O centro de resistência (CRES)de um dente ou segmento de dentes é análogo ao centro de massa de um corpo livre. É um termo emprestado do campo da mecânica de corpos rígidos. Quando uma única força é aplicada no CRES, a tradução do dente na direção da linha de ação da força ocorre1,2. A posição do CRES depende não apenas da anatomia e propriedades do dente, mas também de seu ambiente (por exemplo, ligamento periodontal, osso circundante, dentes adjacentes). O dente é um corpo contido, tornando seu CRES semelhante ao centro de massa de um corpo livre. Na manipulação de aparelhos, a maioria dos ortodontistas considera a relação do vetor de força com o CRES de um dente ou um grupo de dentes. De fato, se um objeto exibirá inclinação ou movimento corporal quando submetido a uma única força é determinado principalmente pela localização do CRES do objeto e a distância entre o vetor de força e o CRES. Se isso puder ser previsto com precisão, os resultados do tratamento serão muito melhorados. Assim, uma estimativa precisa de CRES pode aumentar muito a eficiência do movimento do dente ortodôntico.

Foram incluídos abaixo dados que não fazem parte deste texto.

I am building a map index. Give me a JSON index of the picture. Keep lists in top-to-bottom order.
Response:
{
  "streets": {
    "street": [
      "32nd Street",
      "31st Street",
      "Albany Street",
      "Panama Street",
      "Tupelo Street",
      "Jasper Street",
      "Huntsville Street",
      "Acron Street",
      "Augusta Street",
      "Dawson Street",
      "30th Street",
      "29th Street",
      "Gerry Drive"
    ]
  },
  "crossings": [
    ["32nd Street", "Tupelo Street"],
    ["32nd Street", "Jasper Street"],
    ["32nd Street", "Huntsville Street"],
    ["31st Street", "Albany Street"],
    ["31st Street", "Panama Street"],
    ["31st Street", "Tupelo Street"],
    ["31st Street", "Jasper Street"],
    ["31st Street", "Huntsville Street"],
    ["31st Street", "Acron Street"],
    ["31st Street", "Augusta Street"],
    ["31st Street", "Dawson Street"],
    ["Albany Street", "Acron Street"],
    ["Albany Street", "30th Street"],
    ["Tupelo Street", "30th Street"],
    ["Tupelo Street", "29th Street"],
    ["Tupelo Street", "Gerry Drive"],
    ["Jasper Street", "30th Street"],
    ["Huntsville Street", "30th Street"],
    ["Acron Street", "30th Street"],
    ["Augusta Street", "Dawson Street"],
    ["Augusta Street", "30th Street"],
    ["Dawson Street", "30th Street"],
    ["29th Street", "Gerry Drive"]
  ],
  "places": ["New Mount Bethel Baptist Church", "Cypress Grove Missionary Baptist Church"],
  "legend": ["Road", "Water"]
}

Durante décadas, o campo ortodôntico vem revisitando pesquisas sobre a localização do CRES de um determinado dente, segmento ou arco1,,2,,3,,44,5,,6,,7,,88,99,10,,11,,12. No entanto, esses estudos têm sido limitados em sua abordagem de muitas maneiras. A maioria dos estudos determinou o CRES para apenas alguns dentes, deixando de fora a maioria. Por exemplo, o incisivo central maxilo e o segmento do incisivo maxilo foram avaliados extensivamente. Por outro lado, há apenas alguns estudos sobre o canino maxilar e o primeiro molar e nenhum para os dentes restantes. Além disso, muitos desses estudos determinaram a localização do CRES com base em dados anatômicos genéricos para dentes, medidas de radiografias bidimensionais (2D) e cálculos em desenhos 2D8. Além disso, algumas das literaturas atuais utilizam modelos genéricos ou escaneamentos tridimensionais (3D) de modelos dentiformes em vez de dados humanos4,8. À medida que a ortodontia se transforma em tecnologia 3D para o planejamento do movimento dentário, é crucial revisitar esse conceito para desenvolver uma compreensão científica 3D do movimento dentário.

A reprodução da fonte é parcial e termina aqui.